[Given information]

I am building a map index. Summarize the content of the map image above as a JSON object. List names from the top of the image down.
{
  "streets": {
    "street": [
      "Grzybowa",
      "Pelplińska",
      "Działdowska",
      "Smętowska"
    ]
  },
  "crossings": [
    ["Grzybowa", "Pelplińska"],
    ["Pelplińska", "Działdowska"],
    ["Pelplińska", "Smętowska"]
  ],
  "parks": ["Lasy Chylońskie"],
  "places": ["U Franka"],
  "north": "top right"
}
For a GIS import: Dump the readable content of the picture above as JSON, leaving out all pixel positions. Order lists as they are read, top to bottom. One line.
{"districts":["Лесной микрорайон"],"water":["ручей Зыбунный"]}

[/Given information]
[Given information]

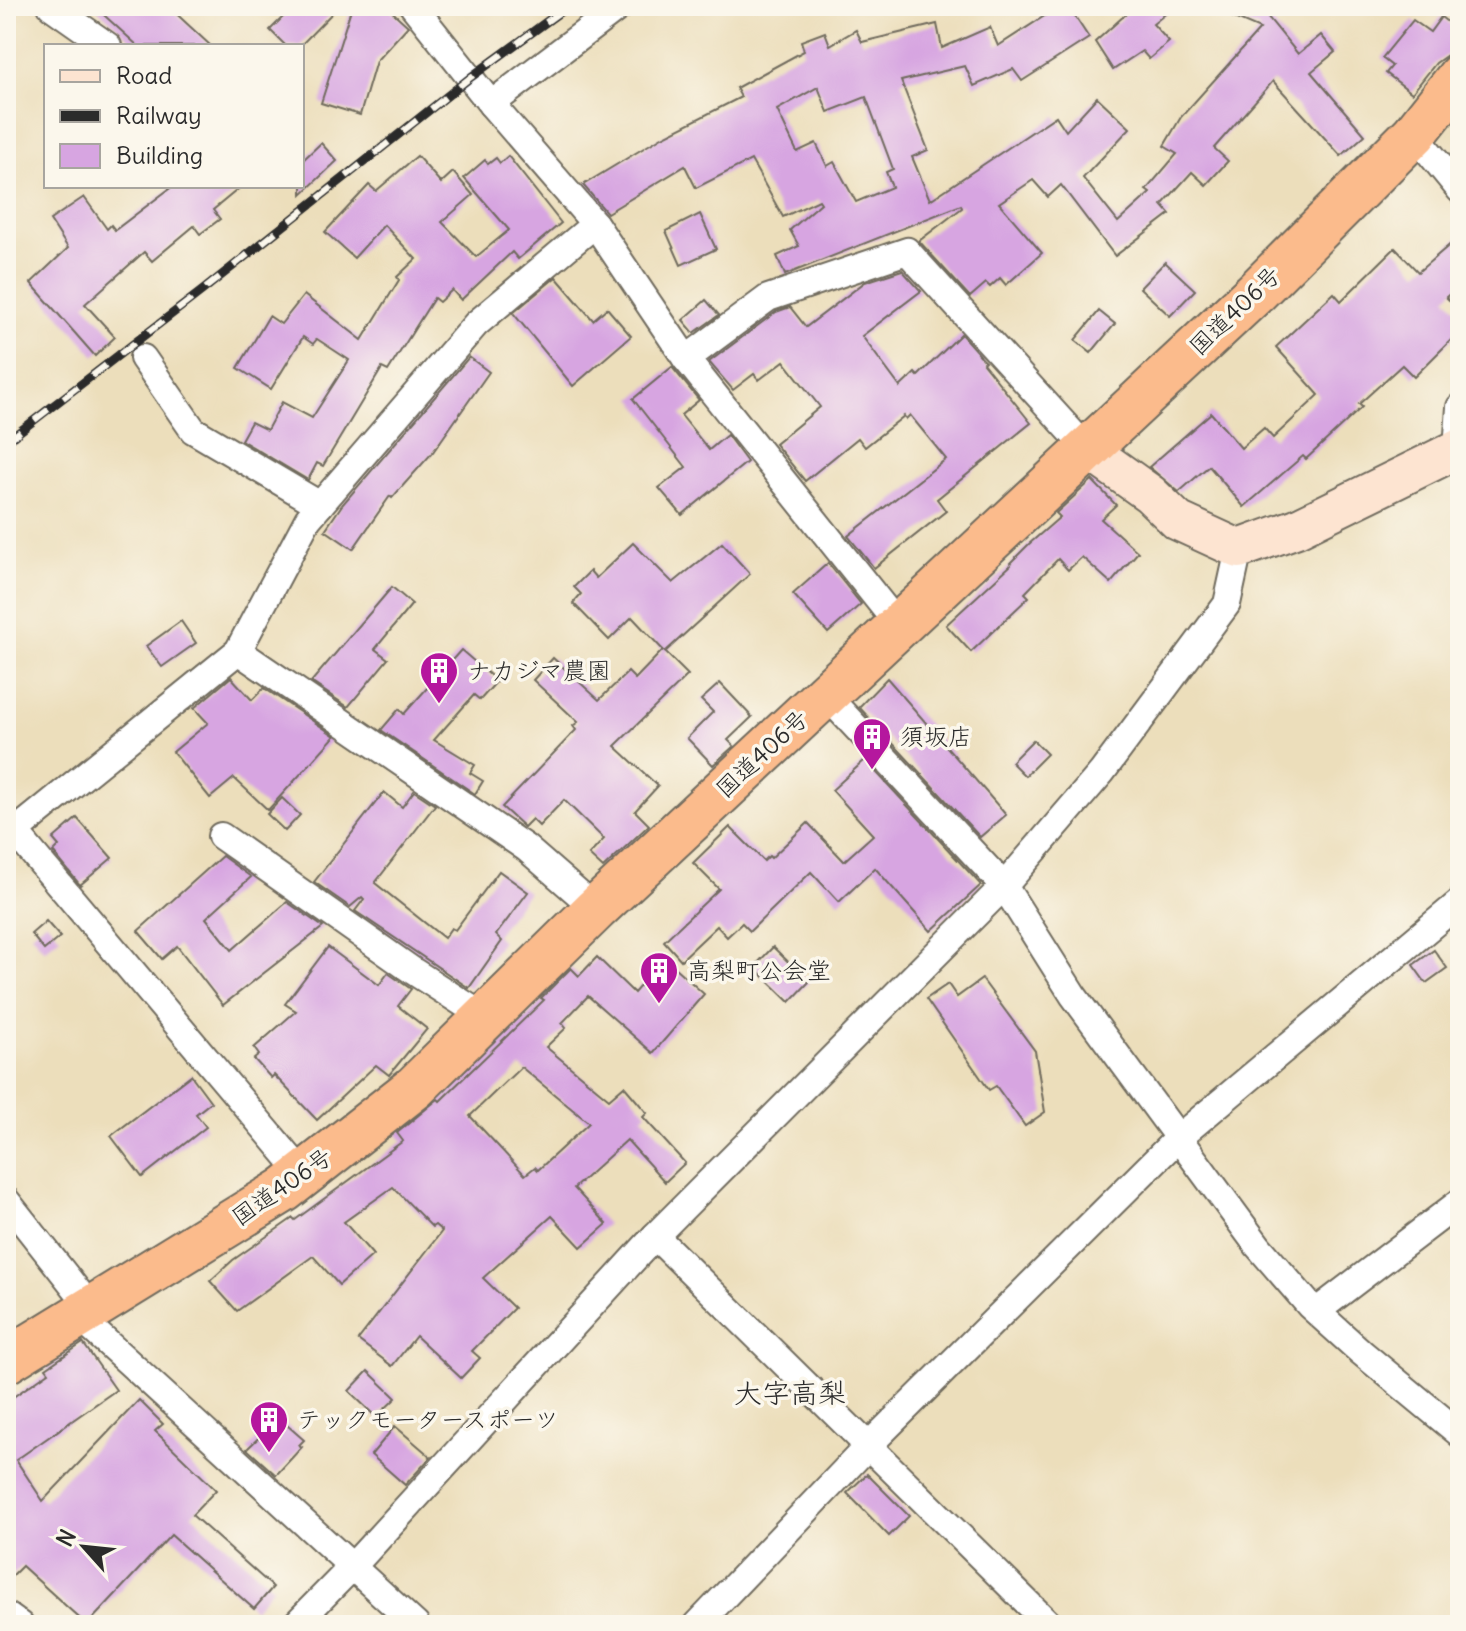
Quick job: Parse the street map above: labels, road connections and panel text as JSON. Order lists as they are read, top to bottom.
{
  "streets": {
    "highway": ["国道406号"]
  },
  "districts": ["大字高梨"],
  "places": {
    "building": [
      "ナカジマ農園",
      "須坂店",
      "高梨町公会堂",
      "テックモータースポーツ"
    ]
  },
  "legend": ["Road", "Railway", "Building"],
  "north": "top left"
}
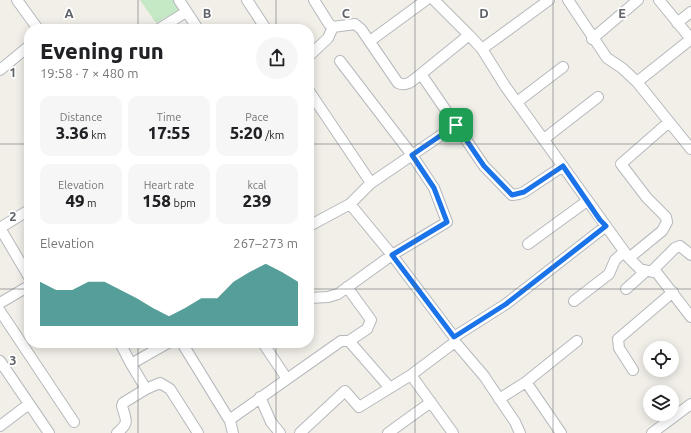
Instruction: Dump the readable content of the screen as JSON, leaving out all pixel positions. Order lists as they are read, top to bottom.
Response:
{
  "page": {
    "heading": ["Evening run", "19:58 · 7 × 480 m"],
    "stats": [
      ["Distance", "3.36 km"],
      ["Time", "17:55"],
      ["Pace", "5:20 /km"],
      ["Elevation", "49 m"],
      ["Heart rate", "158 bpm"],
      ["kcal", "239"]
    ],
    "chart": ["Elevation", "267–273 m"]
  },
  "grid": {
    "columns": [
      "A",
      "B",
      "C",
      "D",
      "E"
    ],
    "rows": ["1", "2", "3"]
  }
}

[/Given information]
[Given information]

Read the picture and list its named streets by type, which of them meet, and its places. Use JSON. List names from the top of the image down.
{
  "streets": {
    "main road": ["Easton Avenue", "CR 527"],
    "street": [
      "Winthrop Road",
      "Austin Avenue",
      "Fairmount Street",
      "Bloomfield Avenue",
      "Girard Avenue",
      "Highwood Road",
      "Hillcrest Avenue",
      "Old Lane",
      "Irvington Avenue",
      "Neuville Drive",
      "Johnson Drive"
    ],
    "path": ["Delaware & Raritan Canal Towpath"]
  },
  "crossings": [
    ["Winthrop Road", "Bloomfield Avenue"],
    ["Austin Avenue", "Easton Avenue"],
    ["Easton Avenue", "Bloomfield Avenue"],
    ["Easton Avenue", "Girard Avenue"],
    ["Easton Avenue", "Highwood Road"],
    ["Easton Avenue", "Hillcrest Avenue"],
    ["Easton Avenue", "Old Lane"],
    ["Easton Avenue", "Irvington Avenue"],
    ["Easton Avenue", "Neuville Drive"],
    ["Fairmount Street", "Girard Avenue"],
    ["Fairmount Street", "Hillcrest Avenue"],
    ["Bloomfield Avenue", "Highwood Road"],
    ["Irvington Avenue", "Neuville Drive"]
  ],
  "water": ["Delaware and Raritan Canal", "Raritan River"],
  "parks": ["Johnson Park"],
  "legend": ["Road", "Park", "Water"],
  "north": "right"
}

[/Given information]

- [Exercise description]: Beginning at the line above that contains "Quick job: Parse", repeat each line exactly through the one that contains "Instruction: Dump the", and leave out the pictures.

- [Solution]:
Quick job: Parse the street map above: labels, road connections and panel text as JSON. Order lists as they are read, top to bottom.
{
  "streets": {
    "highway": ["国道406号"]
  },
  "districts": ["大字高梨"],
  "places": {
    "building": [
      "ナカジマ農園",
      "須坂店",
      "高梨町公会堂",
      "テックモータースポーツ"
    ]
  },
  "legend": ["Road", "Railway", "Building"],
  "north": "top left"
}
Instruction: Dump the readable content of the screen as JSON, leaving out all pixel positions. Order lists as they are read, top to bottom.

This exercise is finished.